Friday, October 8, 2010

Oklahoma Fall Color: Part 1


When my husband and I were first married, we moved to eastern Tennessee.
I was lonely.
Neither one of us had relatives or friends there.
And I was a new mom and VERY hormonal.
Oh, and we were poor...okay not REAL poor like third world country poor, but lots of peanut butter and jelly sandwiches poor.
Did I mention I was lonely and hormonal???
I'm sure my husband deserves some serious kudos for putting up with me through those lean years and well, visa versa.
We were determined not to go into credit card debt.
And we didn't.
But for all the hardships we perceived, we were surrounded by lush Tennessee beauty.
Eastern Tennessee in the Spring is a Thomas Kinkade painting...breathtaking to say the least.

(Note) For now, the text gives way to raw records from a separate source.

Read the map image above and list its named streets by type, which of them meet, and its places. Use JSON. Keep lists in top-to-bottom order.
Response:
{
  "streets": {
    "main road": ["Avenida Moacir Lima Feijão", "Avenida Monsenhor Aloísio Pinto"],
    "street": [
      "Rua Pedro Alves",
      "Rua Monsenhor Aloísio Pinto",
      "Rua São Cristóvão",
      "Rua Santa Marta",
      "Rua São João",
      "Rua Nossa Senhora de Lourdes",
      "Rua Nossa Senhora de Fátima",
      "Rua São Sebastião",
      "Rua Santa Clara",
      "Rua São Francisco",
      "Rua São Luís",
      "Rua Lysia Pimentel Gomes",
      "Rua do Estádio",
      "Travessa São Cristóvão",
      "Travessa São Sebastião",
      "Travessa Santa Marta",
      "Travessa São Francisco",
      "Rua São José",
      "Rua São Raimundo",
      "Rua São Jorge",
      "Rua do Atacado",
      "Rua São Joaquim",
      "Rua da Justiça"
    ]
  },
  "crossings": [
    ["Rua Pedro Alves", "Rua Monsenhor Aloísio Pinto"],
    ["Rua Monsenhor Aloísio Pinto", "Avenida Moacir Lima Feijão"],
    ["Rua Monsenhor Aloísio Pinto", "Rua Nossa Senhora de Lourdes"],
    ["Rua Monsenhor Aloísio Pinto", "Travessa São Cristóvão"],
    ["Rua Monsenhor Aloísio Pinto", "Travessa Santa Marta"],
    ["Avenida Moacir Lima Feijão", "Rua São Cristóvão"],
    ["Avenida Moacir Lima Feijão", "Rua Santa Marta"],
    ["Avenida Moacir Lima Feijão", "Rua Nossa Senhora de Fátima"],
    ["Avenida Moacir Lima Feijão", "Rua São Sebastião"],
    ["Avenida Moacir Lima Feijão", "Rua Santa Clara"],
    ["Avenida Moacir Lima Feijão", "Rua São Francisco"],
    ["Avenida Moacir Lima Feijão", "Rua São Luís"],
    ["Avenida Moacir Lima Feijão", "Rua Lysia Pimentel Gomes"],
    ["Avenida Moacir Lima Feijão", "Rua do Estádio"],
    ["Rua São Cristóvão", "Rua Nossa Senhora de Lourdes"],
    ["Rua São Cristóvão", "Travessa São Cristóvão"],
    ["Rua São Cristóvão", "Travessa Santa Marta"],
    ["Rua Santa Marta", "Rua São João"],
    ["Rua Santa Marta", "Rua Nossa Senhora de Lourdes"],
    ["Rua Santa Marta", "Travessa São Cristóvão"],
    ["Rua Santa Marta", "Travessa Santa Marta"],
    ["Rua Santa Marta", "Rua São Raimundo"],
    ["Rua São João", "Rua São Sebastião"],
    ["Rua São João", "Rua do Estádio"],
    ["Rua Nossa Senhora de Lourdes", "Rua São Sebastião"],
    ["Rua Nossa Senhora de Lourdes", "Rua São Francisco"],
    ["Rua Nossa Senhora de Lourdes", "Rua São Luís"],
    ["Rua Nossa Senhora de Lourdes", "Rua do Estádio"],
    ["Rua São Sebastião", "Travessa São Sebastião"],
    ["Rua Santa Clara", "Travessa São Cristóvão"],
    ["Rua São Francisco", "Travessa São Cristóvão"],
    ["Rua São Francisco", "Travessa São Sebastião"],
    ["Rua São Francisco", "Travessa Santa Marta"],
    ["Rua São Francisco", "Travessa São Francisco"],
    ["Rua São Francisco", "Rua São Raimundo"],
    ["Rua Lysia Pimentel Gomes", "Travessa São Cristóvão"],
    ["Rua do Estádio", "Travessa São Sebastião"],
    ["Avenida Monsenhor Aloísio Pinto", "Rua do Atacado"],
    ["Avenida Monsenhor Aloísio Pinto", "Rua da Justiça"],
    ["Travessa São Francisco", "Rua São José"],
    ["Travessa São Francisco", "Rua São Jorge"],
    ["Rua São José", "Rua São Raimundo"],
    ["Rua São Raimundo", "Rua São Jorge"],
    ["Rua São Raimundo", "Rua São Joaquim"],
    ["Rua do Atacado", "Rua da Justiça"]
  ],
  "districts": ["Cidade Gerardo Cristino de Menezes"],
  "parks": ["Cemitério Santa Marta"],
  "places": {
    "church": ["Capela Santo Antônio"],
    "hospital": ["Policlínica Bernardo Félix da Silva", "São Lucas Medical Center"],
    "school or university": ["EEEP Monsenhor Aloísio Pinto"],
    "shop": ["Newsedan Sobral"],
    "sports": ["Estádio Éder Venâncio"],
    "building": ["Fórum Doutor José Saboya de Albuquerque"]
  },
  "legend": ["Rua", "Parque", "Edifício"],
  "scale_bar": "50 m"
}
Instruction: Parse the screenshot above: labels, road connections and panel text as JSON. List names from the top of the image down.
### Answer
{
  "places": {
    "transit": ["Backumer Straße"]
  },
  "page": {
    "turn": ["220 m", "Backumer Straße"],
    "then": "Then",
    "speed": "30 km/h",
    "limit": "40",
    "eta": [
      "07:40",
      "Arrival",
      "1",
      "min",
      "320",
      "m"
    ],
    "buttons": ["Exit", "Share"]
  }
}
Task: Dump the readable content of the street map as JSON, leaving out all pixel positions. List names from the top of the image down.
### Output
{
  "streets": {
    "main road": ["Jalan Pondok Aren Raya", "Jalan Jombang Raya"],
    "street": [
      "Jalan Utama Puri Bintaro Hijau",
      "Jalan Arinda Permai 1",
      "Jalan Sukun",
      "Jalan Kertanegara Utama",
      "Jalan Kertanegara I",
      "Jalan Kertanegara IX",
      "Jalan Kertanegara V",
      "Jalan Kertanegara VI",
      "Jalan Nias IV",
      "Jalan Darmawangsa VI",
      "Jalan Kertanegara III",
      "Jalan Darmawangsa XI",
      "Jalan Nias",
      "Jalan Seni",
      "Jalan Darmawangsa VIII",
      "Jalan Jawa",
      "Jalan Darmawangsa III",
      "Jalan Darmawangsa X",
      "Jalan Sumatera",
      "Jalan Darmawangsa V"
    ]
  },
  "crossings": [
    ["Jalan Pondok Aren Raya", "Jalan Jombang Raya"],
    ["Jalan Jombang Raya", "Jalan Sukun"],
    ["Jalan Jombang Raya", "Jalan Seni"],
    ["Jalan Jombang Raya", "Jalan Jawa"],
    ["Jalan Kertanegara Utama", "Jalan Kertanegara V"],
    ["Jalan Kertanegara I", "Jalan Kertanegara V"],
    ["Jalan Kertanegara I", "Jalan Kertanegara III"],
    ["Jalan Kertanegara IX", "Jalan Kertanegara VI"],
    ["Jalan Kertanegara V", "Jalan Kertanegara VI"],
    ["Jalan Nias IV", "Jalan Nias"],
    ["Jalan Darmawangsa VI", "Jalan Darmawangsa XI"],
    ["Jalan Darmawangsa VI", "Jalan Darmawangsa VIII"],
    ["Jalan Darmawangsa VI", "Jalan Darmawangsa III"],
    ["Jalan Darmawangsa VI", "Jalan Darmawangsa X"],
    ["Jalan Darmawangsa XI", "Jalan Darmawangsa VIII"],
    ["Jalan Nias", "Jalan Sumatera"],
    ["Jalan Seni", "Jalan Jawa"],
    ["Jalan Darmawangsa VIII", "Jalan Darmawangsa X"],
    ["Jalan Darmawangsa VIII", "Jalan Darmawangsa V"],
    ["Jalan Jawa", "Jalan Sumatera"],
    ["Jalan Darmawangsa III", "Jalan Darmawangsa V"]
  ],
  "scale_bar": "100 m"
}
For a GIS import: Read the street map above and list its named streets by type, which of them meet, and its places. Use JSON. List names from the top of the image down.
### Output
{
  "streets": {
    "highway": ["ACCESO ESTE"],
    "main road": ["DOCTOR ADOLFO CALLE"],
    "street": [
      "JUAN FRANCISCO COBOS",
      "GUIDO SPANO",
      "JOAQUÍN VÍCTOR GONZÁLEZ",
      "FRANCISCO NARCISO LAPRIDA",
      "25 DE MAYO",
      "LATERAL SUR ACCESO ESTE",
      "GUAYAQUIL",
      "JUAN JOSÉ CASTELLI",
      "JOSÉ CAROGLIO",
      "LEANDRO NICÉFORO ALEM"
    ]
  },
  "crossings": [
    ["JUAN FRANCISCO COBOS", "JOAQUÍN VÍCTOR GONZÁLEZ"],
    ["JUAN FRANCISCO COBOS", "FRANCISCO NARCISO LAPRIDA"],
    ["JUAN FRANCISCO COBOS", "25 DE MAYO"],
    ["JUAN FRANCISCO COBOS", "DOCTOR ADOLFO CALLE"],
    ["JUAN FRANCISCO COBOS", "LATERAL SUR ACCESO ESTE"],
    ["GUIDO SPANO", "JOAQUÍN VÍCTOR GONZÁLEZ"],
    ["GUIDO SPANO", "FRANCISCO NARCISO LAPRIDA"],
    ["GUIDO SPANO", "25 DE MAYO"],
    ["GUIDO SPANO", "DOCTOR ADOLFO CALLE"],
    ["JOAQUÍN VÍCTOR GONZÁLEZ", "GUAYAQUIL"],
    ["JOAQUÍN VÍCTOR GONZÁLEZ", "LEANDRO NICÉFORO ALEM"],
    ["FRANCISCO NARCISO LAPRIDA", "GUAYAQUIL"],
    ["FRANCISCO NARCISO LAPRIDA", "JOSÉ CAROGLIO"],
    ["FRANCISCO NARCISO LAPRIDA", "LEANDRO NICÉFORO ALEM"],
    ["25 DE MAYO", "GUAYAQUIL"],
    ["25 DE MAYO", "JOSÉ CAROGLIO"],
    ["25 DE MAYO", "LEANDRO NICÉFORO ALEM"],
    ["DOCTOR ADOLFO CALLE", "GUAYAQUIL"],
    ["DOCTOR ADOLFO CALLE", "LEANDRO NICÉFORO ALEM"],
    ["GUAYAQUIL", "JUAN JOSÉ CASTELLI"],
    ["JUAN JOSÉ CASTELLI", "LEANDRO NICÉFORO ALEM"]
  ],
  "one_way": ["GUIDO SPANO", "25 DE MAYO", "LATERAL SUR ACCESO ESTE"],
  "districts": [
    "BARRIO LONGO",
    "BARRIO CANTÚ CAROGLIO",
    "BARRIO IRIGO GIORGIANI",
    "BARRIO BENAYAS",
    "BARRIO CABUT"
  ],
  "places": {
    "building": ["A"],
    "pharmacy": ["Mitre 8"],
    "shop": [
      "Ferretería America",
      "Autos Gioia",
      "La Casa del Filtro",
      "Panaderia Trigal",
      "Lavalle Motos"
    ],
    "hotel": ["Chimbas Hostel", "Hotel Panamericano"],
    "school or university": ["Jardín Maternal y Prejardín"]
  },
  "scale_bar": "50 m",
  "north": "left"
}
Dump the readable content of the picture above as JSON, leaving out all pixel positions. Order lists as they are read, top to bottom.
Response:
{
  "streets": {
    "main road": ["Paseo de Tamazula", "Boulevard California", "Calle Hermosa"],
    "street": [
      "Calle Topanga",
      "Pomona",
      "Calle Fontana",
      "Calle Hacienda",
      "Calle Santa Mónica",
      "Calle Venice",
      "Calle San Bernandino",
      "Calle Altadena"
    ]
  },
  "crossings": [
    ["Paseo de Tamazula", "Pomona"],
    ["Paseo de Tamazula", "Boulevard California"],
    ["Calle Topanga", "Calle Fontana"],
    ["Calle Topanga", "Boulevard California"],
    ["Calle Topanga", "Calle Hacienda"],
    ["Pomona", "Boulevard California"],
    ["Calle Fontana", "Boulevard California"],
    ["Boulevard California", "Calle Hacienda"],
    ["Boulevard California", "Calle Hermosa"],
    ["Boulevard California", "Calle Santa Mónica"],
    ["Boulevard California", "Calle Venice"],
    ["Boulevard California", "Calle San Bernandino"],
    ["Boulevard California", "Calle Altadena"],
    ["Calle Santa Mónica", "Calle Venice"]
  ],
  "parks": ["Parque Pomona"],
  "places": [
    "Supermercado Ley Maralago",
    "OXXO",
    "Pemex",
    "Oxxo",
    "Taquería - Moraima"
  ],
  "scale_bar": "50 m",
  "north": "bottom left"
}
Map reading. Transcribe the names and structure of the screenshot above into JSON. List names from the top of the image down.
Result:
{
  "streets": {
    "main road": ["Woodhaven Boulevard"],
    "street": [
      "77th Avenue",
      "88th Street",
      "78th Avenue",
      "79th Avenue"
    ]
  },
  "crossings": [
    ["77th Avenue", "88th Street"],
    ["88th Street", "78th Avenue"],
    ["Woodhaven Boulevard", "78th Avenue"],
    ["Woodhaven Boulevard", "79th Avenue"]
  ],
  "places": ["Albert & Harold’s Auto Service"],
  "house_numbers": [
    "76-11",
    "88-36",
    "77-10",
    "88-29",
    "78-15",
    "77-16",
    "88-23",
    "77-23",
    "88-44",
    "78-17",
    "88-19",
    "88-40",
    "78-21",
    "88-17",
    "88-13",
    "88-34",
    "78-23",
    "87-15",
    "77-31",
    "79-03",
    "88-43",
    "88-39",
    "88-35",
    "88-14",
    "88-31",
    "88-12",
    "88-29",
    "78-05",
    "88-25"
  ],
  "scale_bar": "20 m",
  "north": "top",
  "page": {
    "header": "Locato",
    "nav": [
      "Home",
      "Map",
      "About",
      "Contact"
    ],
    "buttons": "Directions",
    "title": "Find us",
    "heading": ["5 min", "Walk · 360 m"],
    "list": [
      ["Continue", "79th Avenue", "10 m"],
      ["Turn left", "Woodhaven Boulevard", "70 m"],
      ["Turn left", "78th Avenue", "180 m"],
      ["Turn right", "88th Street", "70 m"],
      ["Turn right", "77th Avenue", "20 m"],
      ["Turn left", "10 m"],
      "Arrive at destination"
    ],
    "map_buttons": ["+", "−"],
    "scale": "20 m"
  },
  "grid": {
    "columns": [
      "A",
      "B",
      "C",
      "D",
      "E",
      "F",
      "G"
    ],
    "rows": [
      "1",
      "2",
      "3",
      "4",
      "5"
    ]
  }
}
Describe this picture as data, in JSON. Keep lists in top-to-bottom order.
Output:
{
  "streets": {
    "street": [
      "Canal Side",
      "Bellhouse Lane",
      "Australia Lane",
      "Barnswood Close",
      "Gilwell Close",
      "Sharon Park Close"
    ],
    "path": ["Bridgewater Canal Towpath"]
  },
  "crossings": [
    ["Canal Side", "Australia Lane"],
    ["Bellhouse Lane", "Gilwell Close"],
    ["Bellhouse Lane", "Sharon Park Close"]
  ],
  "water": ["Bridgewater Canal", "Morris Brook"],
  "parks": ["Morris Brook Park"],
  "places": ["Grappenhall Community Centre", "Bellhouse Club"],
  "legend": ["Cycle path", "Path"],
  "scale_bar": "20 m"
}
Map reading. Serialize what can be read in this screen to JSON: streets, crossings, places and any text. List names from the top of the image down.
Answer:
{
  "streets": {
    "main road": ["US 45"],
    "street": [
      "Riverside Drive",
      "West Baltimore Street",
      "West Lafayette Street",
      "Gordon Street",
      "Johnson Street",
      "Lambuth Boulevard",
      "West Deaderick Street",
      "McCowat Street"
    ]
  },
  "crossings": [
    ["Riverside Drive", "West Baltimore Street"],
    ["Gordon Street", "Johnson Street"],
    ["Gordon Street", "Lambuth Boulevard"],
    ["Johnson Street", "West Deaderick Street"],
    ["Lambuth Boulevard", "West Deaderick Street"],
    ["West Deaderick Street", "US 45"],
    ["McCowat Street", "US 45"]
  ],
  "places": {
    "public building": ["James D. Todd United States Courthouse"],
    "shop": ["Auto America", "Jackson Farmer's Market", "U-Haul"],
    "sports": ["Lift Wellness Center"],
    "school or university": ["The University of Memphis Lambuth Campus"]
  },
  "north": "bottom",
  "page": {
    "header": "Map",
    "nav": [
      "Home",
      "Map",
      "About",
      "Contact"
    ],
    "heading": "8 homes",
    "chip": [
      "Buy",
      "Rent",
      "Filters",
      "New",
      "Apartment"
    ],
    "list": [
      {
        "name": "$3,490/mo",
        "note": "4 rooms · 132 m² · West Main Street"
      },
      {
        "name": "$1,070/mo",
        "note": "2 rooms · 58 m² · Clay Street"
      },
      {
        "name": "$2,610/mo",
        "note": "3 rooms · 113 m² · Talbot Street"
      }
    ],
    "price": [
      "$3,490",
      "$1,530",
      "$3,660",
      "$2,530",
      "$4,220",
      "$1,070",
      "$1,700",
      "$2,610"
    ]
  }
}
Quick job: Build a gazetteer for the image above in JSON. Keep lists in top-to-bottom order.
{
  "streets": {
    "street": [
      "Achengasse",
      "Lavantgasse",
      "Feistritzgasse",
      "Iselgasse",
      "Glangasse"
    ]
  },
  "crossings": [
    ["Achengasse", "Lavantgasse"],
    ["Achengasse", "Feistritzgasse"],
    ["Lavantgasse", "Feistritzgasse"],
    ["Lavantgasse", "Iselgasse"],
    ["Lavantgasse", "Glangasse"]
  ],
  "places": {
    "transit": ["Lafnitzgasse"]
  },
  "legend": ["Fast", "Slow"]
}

Dogwoods, Redbuds, Azaleas, Rhododendrons, and every imaginable flowering plant carpet the hillsides and forests. For a brief time the kudzu is not as obnoxiously making it's predatorial presence known.
Sometimes, I miss Tennessee's lush plant-life.
But just sometimes.
Because I adore the wide open space we are afforded here.
No kudzu here...yet.
And no hillsides to block the sun's rising and setting, ahhh.
The native grasses are golden right now and the leaves just beginning to change into their Fall wardrobe.
Maybe, I'm just an Oklahoman at heart, but I wouldn't want to be anyplace else but here.
Where ever you may be, I hope you're enjoying our Lord's creation also!